Adaptive SMOTE for Extreme Class Imbalance in Network Intrusion Detection on CIC-IDS2017
Oluwapelunmi Bankole *
Department of Management Information Systems, University of Nevada, Las Vegas, 4505 S Maryland Pkwy, Las Vegas, 89154, Nevada, United States.
*Author to whom correspondence should be addressed.
Abstract
This study addresses extreme class imbalance in network intrusion detection systems, a critical challenge where minority attack classes can constitute less than 0.001% of network traffic. Using the CICIDS2017 dataset with an initial imbalance ratio of 191,678:1, we developed an adaptive SMOTE-based framework that applies tiered, class-dependent oversampling (1%, 0.8%, 0.5% of majority class based on minority class rarity).

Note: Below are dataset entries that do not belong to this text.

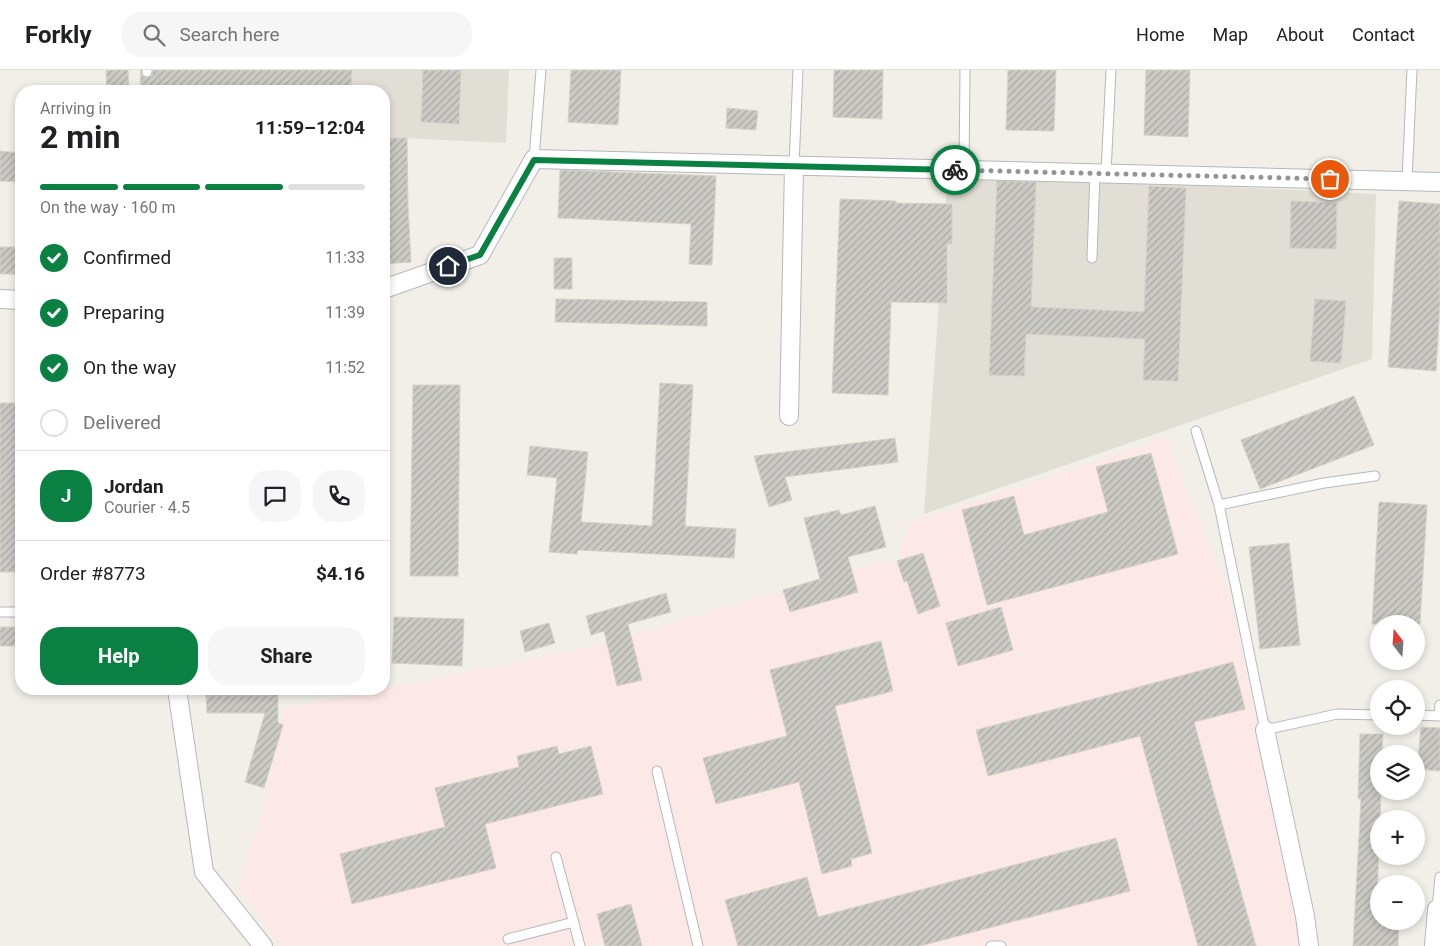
<!DOCTYPE html>
<meta charset="utf-8">
<style>
body{margin:0;font-family:Roboto,sans-serif;background:#f6f6f6;color:#202124;height:100vh;display:flex;flex-direction:column;font-size:19px;white-space:nowrap}
*{box-sizing:border-box;margin:0}
p{font-size:16px;color:#757577}
.icon{flex:none;width:28px;height:28px;fill:none;stroke:currentColor;stroke-width:2;stroke-linecap:round;stroke-linejoin:round}
.map{position:relative;flex:1;overflow:hidden}
.sheet{position:absolute;left:15px;top:15px;width:375px;height:610px;display:flex;flex-direction:column;background:#fff;border-radius:20px;box-shadow:0 2px 8px #0003}
.sheet>*{flex:none}
.needle{width:32px;rotate:343deg}
.buttons{position:absolute;left:1370px;top:545px;display:grid;gap:10px}
.buttons a{display:grid;place-items:center;width:55px;height:55px;border-radius:50%;background:#fff;box-shadow:0 2px 8px #0003;font-size:25px}
.pin{position:absolute;display:grid;place-items:center;width:42px;height:42px;color:#fff;margin:-21px;border:2px solid #fff;border-radius:50%;box-shadow:0 1px 5px #0007}
.courier{position:absolute;display:grid;place-items:center;width:50px;height:50px;margin:-25px;border:4px solid #0b8043;border-radius:50%;background:#fff;color:#222;box-shadow:0 1px 6px #0007}
.headline em{font-style:normal;font-weight:700}
.headline div{display:flex;flex-direction:column-reverse}
.headline{display:flex;align-items:center;justify-content:space-between;height:85px;padding:0 25px}
h1{font-size:32px;font-weight:700;line-height:38px}
.bar{display:grid;grid-template-columns:repeat(4,1fr);gap:8px 5px;align-content:center;height:60px;padding:0 25px}
.bar i{height:6px;border-radius:4px;background:#e0e0e0}
.bar .current{background:#0b8043}
.bar p{grid-column:span 4}
.line{display:flex;align-items:center;gap:12px;padding:0 25px;border-top:1px solid #e0e0e0}
.line div{flex:1}
.round{display:grid;place-items:center;flex:none;width:52px;height:52px;border-radius:20px;background:#f6f6f6}
ol{padding:0 25px;list-style:none}
li{display:flex;align-items:center;gap:15px;height:55px}
li p{margin-inline-start:auto}
li .icon{padding:5px;border-radius:50%;background:#0b8043;color:#fff;stroke-width:4}
li:last-child{color:#757577}
li i{width:28px;height:28px;border:2px solid #e0e0e0;border-radius:50%}
.button{display:flex;gap:10px;margin-top:auto;padding:10px 25px}
.button a{flex:1;height:58px;border-radius:20px;background:#0b8043;color:#fff;font-size:20px;font-weight:700;line-height:58px;text-align:center}
.button a+a{background:#f6f6f6;color:#202124}
header{display:flex;align-items:center;gap:30px;box-sizing:border-box;height:70px;padding:0 25px;background:#fff;border-bottom:1px solid #e0e0e0}
header strong{font-size:24px}
nav{display:flex;gap:28px;margin-inline-start:auto;font-size:18px}
.search{width:350px;height:45px;background:#f6f6f6;display:flex;align-items:center;gap:12px;box-sizing:border-box;padding:0 18px;border-radius:20px;color:#757577;font-size:19px}
.map>svg:first-child{display:block}
.education{fill:#e1ded6}
.medical{fill:#fce8e6}
.building{fill:url(#building-hatch);stroke:#d6d1c6}
.lines{fill:none;stroke-linecap:round;stroke-linejoin:round}
.lane-casing{stroke:#b5b8bc;stroke-width:11}
.street-casing{stroke:#b5b8bc;stroke-width:20}
.lane{stroke:#fff;stroke-width:9}
.street{stroke:#fff;stroke-width:18}
.done{stroke:#929495;stroke-width:5;stroke-dasharray:0 9}
.route{stroke:#0b8043;stroke-width:6}
</style>
<header>
<strong>Forkly</strong>
<div class="search"><svg class="icon" aria-label="search" viewBox="0 0 24 24"><circle cx="10" cy="10" r="6"/><path d="M15 15l6 6"/></svg>Search here</div>
<nav><a>Home</a><a>Map</a><a>About</a><a>Contact</a></nav>
</header>
<div class="map">
<svg width="1440" height="876" viewBox="0 0 1440 876">
<defs>
<pattern id="building-hatch" width="6" height="6" patternUnits="userSpaceOnUse" patternTransform="scale(1.25)"><rect width="6" height="6" fill="#cccac5"/><path d="M-1 1l2-2M0 6l6-6M5 7l2-2" fill="none" stroke="#a9a8a4"/></pattern>
</defs>
<rect width="100%" height="100%" fill="#f1efe8"/>
<path class="education" d="M174,0H509L506,73L384,67V21H172Z
M948,103L1376,124L1372,289L924,444Z"/>
<path class="medical" d="M1166,367L1231,531L1304,876H642L639,863L588,876H281L238,818L263,739L284,639L582,579L879,492H897L908,454Z"/>
<path class="building" d="M106,0H128L129,21H107Z
M141,0L142,6L147,8L152,6L153,0H352L351,21H266L140,15Z
M423,0H461L459,54L421,52Z
M571,0H621L618,55L568,52Z
M834,0H883L882,49L833,47Z
M1008,0H1056L1054,61L1006,60Z
M1146,0H1190L1188,67L1144,65Z
M727,38L758,41L756,60L726,58Z
M384,68H407L408,135L411,192L384,194Z
M0,81L21,83V112L0,111Z
M560,100L716,106L712,195L689,194L691,154L558,148Z
M997,111L1036,112L1031,237L1144,242L1149,116L1186,118L1178,311L1143,310L1145,269L1026,264L1024,306L989,305Z
M840,129L896,131L895,133L952,134V174H947V233L891,232L888,325L832,323Z
M1291,131L1337,133L1336,179L1290,178Z
M1399,131L1440,134V233L1436,301L1388,297Z
M0,177H21V204H0Z
M554,188H572V219H554Z
M556,229L707,232V256L555,252Z
M1315,229L1346,231L1341,293L1310,291Z
M660,313L693,315L685,456L736,459L734,488L578,480L577,484L549,482L557,408L527,405L530,376L588,382L581,452L652,456Z
M413,315H460L458,506H410Z
M1354,326L1374,375L1260,419L1241,370Z
M0,333H21V502H0Z
M895,368L898,392L785,407L792,430L769,437L754,386Z
M1151,383L1178,484L987,535L962,440L1014,426L1024,465L1108,442L1096,397Z
M1379,432L1427,435L1420,554H1372Z
M875,436L886,477L848,487L858,522L790,542L783,520L820,509L804,448L839,440L841,445Z
M1289,473L1300,575L1260,579L1249,477Z
M923,483L940,536L918,544L907,511L904,512L897,491Z
M666,523L671,542L628,554L642,610L617,616L604,561L591,565L586,546Z
M1001,537L1013,580L958,596L946,553Z
M394,547L464,549L462,596L392,593Z
M549,553L555,573L525,582L520,561Z
M0,557H21V576H0Z
M881,571L893,621L835,636L872,783L851,789L852,796L822,804L799,712L716,734L703,688L787,666L770,600Z
M1233,592L1245,639L1194,652L1256,876H1198L1140,666L988,706L976,660Z
M272,619H278V653L283,655L264,718L245,712L265,643H207L206,625H271Z
M1421,657L1440,658V701L1417,699Z
M1360,664H1383L1382,684H1379V721H1381L1377,832H1379V851H1399L1398,876H1353L1361,729H1358Z
M557,676L559,684L591,676L603,724L485,754L496,798L352,834L340,784L445,757L435,718L519,697L517,686Z
M1116,768L1130,821L920,876H738L725,830L807,807L818,847Z
M631,834L642,876H605L597,844Z"/>
<g class="lines">
<g class="lane-casing">
<path id="lane" d="M147,0V2
M534,89L541,0
M794,96L798,0
M964,100L965,0
M1106,103L1111,0
M1407,111L1412,0
M1092,188L1095,103
M1196,361L1219,435
M1375,406L1324,413L1219,435L1265,660L1337,644L1379,645
M0,542H21
M1416,645L1439,646L1440,635
M657,701L698,876
M556,787L580,876
M1437,839L1440,807
M508,869L574,852
M991,876H1001"/>
</g>
<g class="street-casing">
<path id="street" d="M384,219L480,185L534,89L1440,112
M0,229L21,230
M789,346L794,96
M177,619L204,802L263,876
M1265,660L1305,846L1309,876
M1434,876L1437,839L1440,840"/>
</g>
<use href="#lane" class="lane"/>
<use href="#street" class="street"/>
</g>
<g class="lines">
<path class="done" d="M955,100L1330,109"/>
<path class="route" d="M448,196L480,185L534,90L955,100"/>
</g>
</svg>
<div class="buttons">
<a><svg class="needle" viewBox="-14 -14 28 28"><path d="M0-13l5 13h-10z" fill="#e53935"/><path d="M0 13l5-13h-10z" fill="#757577"/></svg></a>
<a><svg class="icon" aria-label="locate" viewBox="0 0 24 24"><circle cx="12" cy="12" r="6"/><path d="M12 2v4M12 18v4M2 12h4M18 12h4"/></svg></a>
<a><svg class="icon" aria-label="layers" viewBox="0 0 24 24"><path d="M12 4l9 5-9 5-9-5zM3 14l9 5 9-5"/></svg></a>
<a>+</a>
<a>−</a>
</div>
<div class="pin" style="left:1330px;top:109px;background:#ea580c"><svg class="icon" aria-label="bag" viewBox="0 0 24 24"><path d="M5 8h14l-1 12H6zM9 8a3 3 0 0 1 6 0"/></svg></div>
<div class="pin" style="left:448px;top:196px;background:#1f2937"><svg class="icon" aria-label="home" viewBox="0 0 24 24"><path d="M3 11l9-7 9 7M6 9v11h12V9"/></svg></div>
<div class="courier" style="left:955px;top:100px"><svg class="icon" aria-label="bike" viewBox="0 0 24 24"><circle cx="6" cy="16" r="4"/><circle cx="18" cy="16" r="4"/><path d="M6 16l4-8h5l3 8M10 8l3 8H6M13 5h3"/></svg></div>
<section class="sheet">
<div class="headline"><div><h1>2 min</h1><p>Arriving in</p></div><em>11:59–12:04</em></div>
<div class="bar"><i class="current"></i><i class="current"></i><i class="current"></i><i></i><p>On the way · 160 m</p></div>
<ol>
<li><svg class="icon" aria-label="check" viewBox="0 0 24 24"><path d="M5 12l5 5 9-10"/></svg>Confirmed<p>11:33</p></li>
<li><svg class="icon" aria-label="check" viewBox="0 0 24 24"><path d="M5 12l5 5 9-10"/></svg>Preparing<p>11:39</p></li>
<li><svg class="icon" aria-label="check" viewBox="0 0 24 24"><path d="M5 12l5 5 9-10"/></svg>On the way<p>11:52</p></li>
<li><i></i>Delivered</li>
</ol>
<div class="line" style="height:90px"><b class="round" style="background:#0b8043;color:#fff">J</b><div><b>Jordan</b><p>Courier · 4.5</p></div><a class="round"><svg class="icon" aria-label="chat" viewBox="0 0 24 24"><path d="M4 5h16v11H9l-5 4z"/></svg></a><a class="round"><svg class="icon" aria-label="phone" viewBox="0 0 24 24"><path d="M5 4h4l2 5-3 2q2 4 5 5l2-3 5 2v4C11 20 4 13 5 4z"/></svg></a></div>
<div class="line" style="height:65px"><div>Order #8773</div><b>$4.16</b></div>
<div class="button"><a>Help</a><a>Share</a></div>
</section>
</div>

Our preprocessing pipeline combines comprehensive data cleaning, XGBoost-based recursive feature elimination (reducing 78 features to 50), min-max normalization, and targeted synthetic oversampling, achieving 99.9% imbalance reduction (191,678:1 \(\to\) 204:1) while adding only 4.7% additional training samples. Classification using Random Forest achieved 99.79% overall accuracy, with 97–99% recall for network-layer attacks (DoS variants, SSH-Patator, FTP-Patator, Port Scan) and 96–99% precision across all successfully detected classes. The complete pipeline (preprocessing, feature selection, sampling, training, evaluation) executes in 14.2 minutes on standard hardware, making it practical for periodic retraining in cloud-based IDS deployments. However, ultra-rare application-layer attacks (XSS: 0% recall, SQL Injection: 0% recall) remain challenging, highlighting that synthetic oversampling alone cannot address attacks requiring application-layer feature engineering beyond flow-level statistics. This work demonstrates that adaptive, class-dependent SMOTE strategies can effectively handle extreme imbalance for attacks with discriminative flow-based signatures while clearly delineating the limitations requiring complementary approaches.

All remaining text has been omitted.